Great Shatner’s ghost! I can’t believe how long it’s been since I posted about Star Trek. It’s my favorite entertainment property, yet I’ve been so focused on the superhero stuff and random Netflix movies that I haven’t watched any Star Trek recently. Ironically, it was the Iron Man quarantine watch party on June 30, that inspired this post (as well as this one and this one).
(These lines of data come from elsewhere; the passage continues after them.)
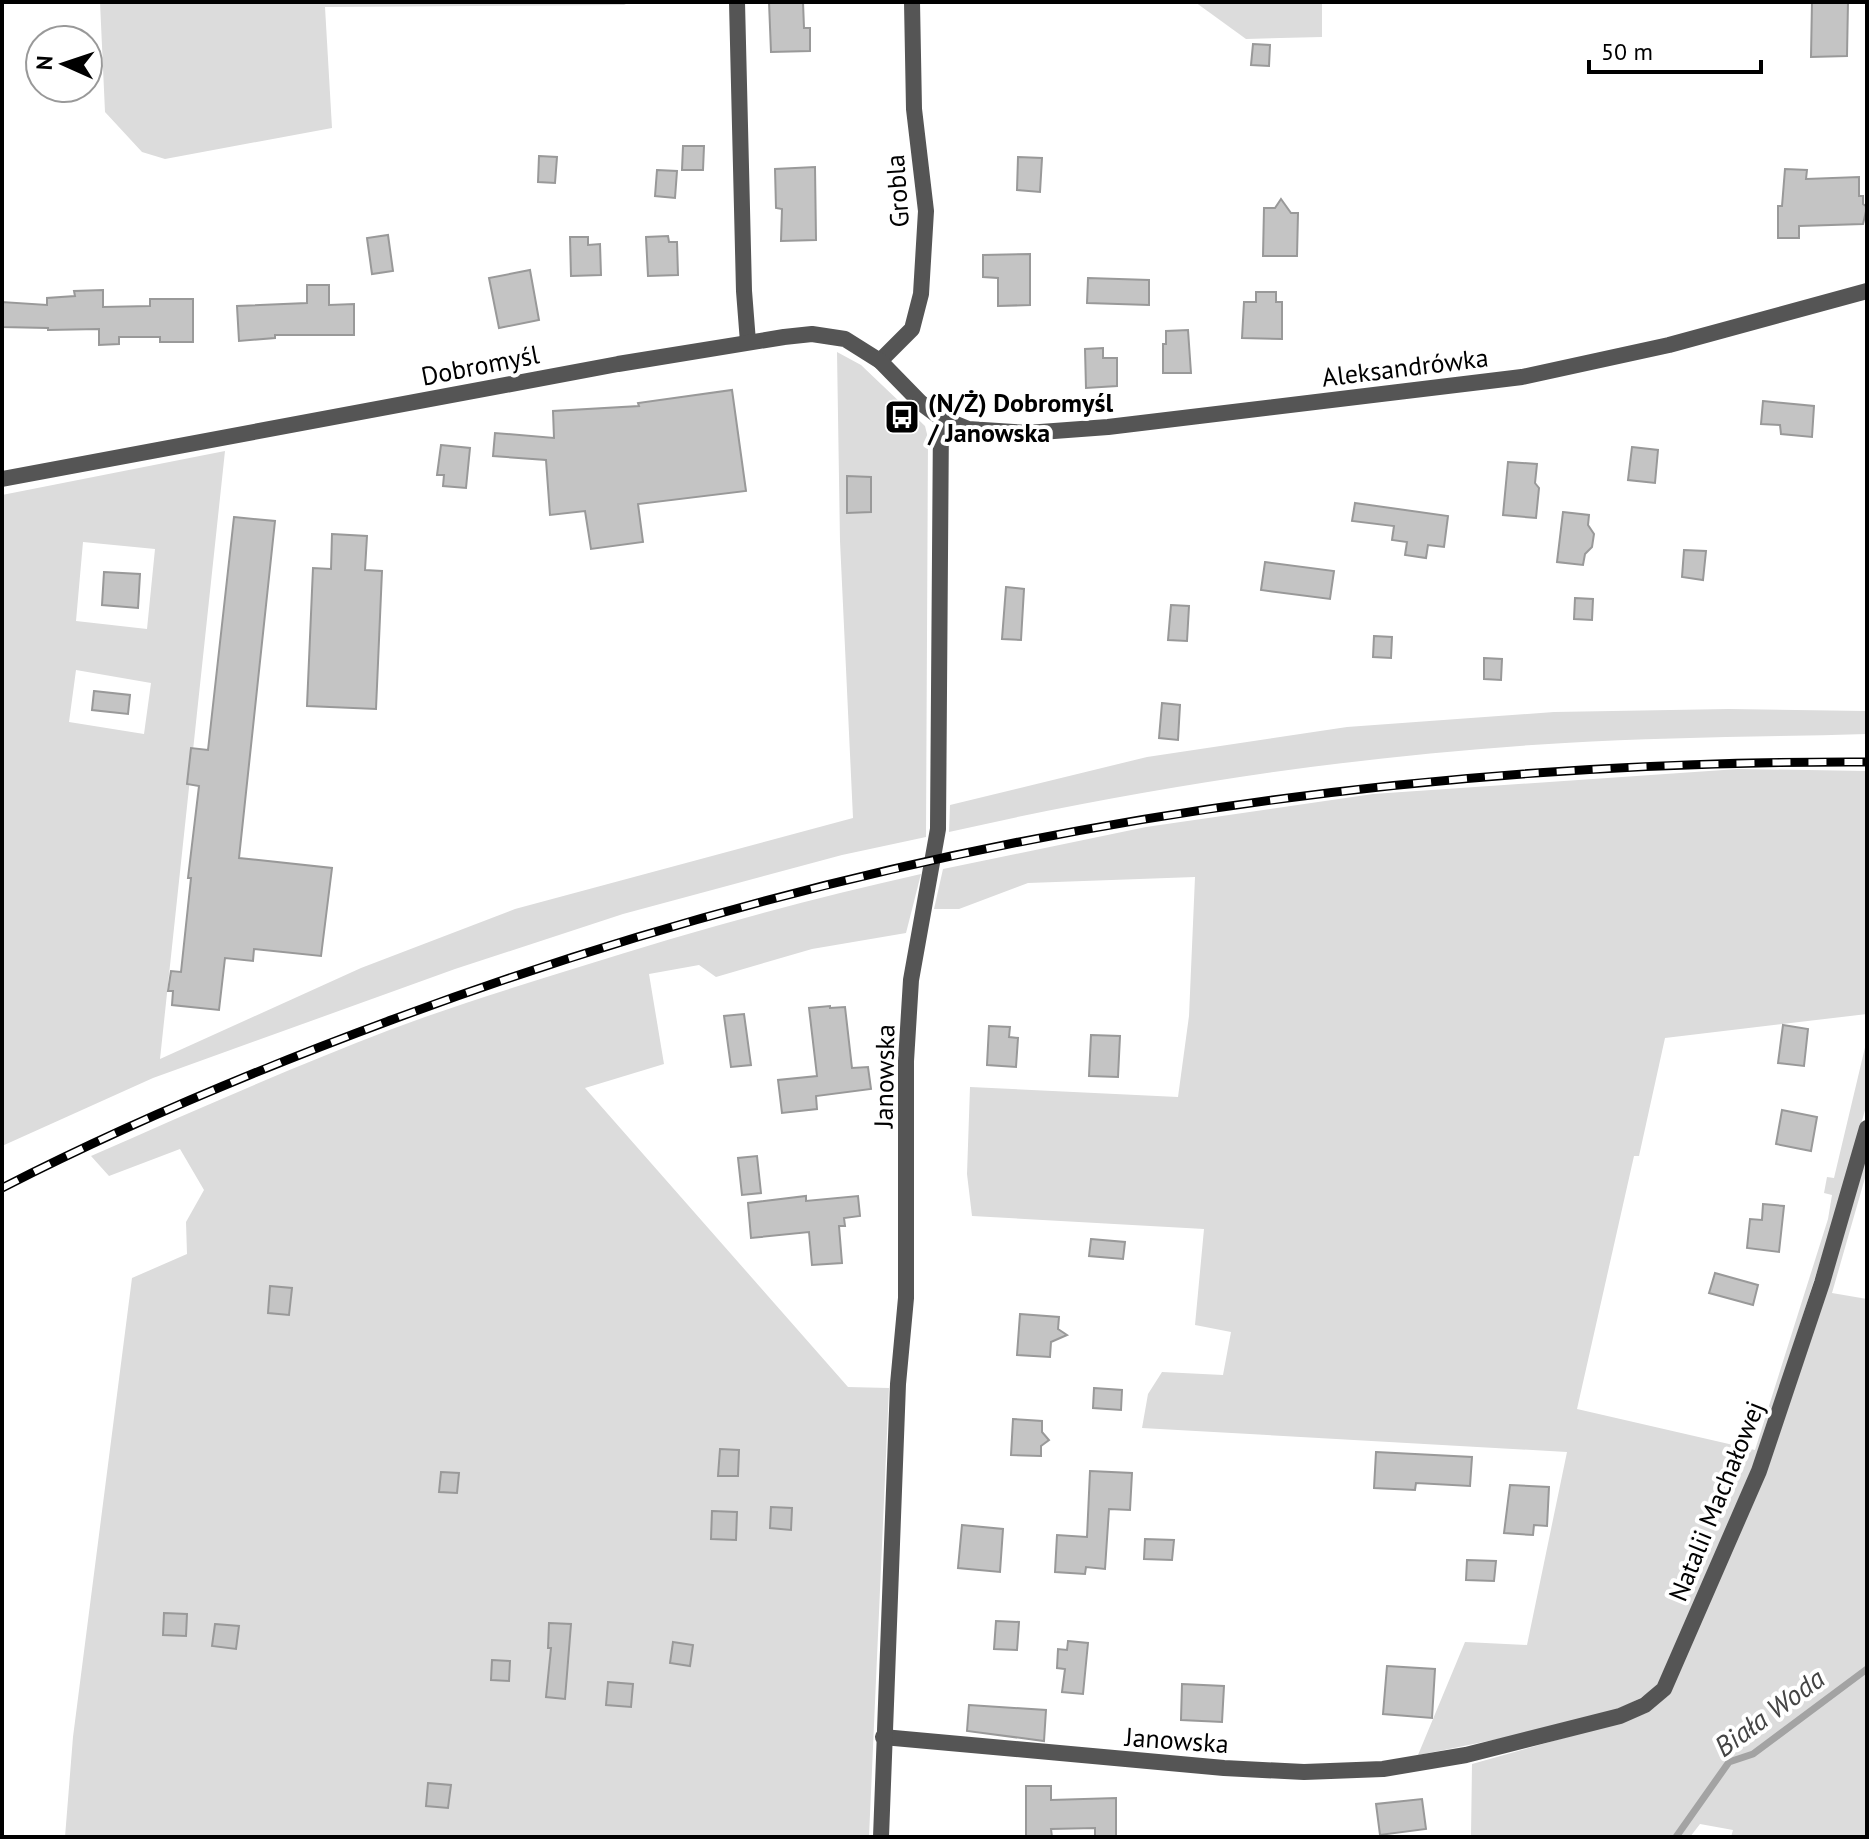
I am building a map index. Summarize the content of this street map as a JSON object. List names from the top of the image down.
{
  "streets": {
    "street": [
      "Grobla",
      "Dobromyśl",
      "Aleksandrówka",
      "Janowska",
      "Natalii Machałowej"
    ]
  },
  "crossings": [
    ["Grobla", "Dobromyśl"],
    ["Dobromyśl", "Aleksandrówka"],
    ["Dobromyśl", "Janowska"],
    ["Aleksandrówka", "Janowska"],
    ["Janowska", "Natalii Machałowej"]
  ],
  "water": ["Biała Woda"],
  "places": {
    "bus stop": ["(N/Ż) Dobromyśl / Janowska"]
  },
  "scale_bar": "50 m",
  "north": "left"
}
I haven’t seen a lot of Faran Tahir, but I’ve been impressed by everything in which I’ve seen him, including his role in Iron Man. That role wasn’t small, but this post is about Captain Robau from the 2009 reboot of Star Trek. George Kirk (Chris Hemsworth) gets the credit for his sacrifice, and that’s fair, but it’s clear that he was following the teachings of his captain, played by Mr. Tahir. Captain Robau set the tone for the scene, and the entire movie, by remaining completely calm during the brief negotiations and immediately complying with Nero’s demands despite the danger. He didn’t do this because he was without fear – his bio signs indicated an elevated heart rate, rapid breathing, and other signs of emotional distress – but because leaders don’t have the luxury of personal considerations. If you take responsibility for other people’s lives, you need to live up to that.

Captain Robau was a strong character, and his leadership set the tone for a movie that was as much about leadership as it was about friendship.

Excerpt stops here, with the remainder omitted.